The physical flaws killed most fans of the breed. Yet, for a while, the dogs charmed those who desired an affectionate pet. They excelled as companion animals, displaying a plucky intelligence and a loving nature. Also, despite that they were no longer used for hunting, the dogs were valued for their ability to keep the house free of rats. In the end, their amiable spirit and popularity in the show ring weren't enough to save the breed. The majority of people didn't want a dog with so many genetic problems, health issues and one that served no practical purpose. Unfortunately, back in the day, dogs were mainly kept as useful tools—for purposes such as herding, hunting and guarding. The English White Terrier was none of those. Yes, it caught rats, but so could other dogs. The hope of creating the perfect show dog flared the English White into existence, but bad breeding ethics lead to the inevitable end. Scarcely a century old, and after thirty years on the show circuit, the last English White Terriers died out in the early 20th century. Now and again, stories will surface that the dogs still exist, but such claims are either false, wishful thinking or confusion with similar-sounding breeds. The little white dog is well and truly extinct.
A Priceless Legacy
The English White Terrier was no huge success on its own but ironically, became the cornerstone for several popular breeds today. It is likely that many more hail from the English White but not every case has yet been proven beyond the shadow of a doubt. Even so, it is generally agreed that this single dog had an epic influence on the terrier group. Some of the breeds can be found on the list below.
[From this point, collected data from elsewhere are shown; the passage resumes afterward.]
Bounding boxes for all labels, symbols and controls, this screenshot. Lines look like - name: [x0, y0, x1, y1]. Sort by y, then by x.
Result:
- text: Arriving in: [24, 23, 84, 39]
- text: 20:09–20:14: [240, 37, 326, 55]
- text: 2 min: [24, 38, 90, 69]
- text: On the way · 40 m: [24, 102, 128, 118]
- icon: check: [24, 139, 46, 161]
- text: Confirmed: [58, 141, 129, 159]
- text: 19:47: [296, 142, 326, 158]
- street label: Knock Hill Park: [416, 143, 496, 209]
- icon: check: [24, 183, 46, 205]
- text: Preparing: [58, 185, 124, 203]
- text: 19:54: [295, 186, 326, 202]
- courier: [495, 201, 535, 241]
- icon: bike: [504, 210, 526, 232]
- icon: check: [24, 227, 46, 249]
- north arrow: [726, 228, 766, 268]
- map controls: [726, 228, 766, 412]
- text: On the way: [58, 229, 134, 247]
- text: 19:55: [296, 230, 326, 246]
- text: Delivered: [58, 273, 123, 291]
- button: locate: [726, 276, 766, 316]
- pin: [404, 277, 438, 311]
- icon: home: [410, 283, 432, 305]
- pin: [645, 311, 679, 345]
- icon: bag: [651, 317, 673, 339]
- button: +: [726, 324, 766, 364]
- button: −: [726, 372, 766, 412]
- The Bull Terrier (both standard and miniature)
- The Boston Terrier
- The Staffordshire Bull Terrier
- The Fox Terrier
- The Jack Russel Terrier
- The rare Sealyham Terrier
- The Parson Russel Terrier
- The Rat Terrier
- Possibly the American Pit Bull Terrier
Most of these breeds, especially the Bull Terrier, Staffordshire, Jack Russell and Pit Bull, are extremely popular nowadays. Owners and enthusiasts who love them cannot imagine a world without their furry favorites. The very first breeders and the very last, who finally gave up on the White, had high aspirations for the dog that never realized in their lifetime. Yet, in a way, the end result surpassed every dream. The English White Terrier left an invaluable legacy in the canine world and especially set the scene for remarkable terrier breeds that persist to this day.